To solve the problem of finding the increase in the volume of a metal box when it is heated, we need to understand the concept of thermal expansion. The box is initially a cube with side length a and the coefficient of linear expansion for the material is given as \alpha.
When the temperature of the box increases by \Delta T, each dimension of the box expands. For a linear expansion, the change in length \Delta L for each side is given by:
\Delta L = a \alpha \Delta T
Therefore, the new length of each side of the cube becomes:
a_{\text{new}} = a + \Delta L = a(1 + \alpha \Delta T)

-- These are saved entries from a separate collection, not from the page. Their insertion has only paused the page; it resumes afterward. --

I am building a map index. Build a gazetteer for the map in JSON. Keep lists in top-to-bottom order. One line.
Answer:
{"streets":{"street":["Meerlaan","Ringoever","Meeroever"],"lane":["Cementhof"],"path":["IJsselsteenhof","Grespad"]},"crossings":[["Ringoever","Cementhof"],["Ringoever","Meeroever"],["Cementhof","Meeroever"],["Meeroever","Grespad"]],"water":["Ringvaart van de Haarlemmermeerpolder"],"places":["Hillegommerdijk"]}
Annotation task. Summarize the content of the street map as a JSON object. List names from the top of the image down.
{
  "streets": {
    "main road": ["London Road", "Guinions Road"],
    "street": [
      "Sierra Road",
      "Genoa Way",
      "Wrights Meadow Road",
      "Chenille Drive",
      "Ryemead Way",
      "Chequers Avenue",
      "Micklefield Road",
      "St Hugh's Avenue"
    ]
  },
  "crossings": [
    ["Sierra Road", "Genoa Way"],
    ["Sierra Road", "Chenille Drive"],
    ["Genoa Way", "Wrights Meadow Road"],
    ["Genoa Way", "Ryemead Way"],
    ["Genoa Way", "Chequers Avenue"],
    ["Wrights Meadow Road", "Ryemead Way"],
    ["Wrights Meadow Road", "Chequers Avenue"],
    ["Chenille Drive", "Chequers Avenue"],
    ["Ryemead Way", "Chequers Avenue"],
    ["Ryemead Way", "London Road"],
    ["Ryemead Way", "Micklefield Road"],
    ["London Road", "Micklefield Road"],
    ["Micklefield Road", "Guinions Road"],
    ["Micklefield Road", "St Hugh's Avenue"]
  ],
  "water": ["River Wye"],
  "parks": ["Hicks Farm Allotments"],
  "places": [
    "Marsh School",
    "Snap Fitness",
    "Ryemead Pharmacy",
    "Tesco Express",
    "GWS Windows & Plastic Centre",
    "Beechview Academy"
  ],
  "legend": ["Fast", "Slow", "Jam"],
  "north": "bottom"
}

To find the change in volume, we calculate the new volume of the cube:
V_{\text{new}} = (a_{\text{new}})^3 = \left[a(1 + \alpha \Delta T)\right]^3
Expanding this expression using the binomial theorem (for small \alpha \Delta T), we get:
V_{\text{new}} = a^3 (1 + 3\alpha \Delta T + 3(\alpha \Delta T)^2 + (\alpha \Delta T)^3)
Since \alpha \Delta T is small, the higher-order terms (\alpha \Delta T)^2 and (\alpha \Delta T)^3 can be neglected. Thus, the new volume becomes approximately:
V_{\text{new}} \approx a^3 (1 + 3\alpha \Delta T)
Therefore, the increase in volume \Delta V is:
\Delta V = V_{\text{new}} - V_{\text{original}}
\Delta V = a^3(1 + 3\alpha \Delta T) - a^3
\Delta V = a^3 + 3a^3 \alpha \Delta T - a^3
\Delta V = 3a^3 \alpha \Delta T
Therefore, the correct answer is 3a^3 \alpha \Delta T.
This formula shows that the increase in volume is directly proportional to the original volume, the coefficient of linear expansion, and the temperature change.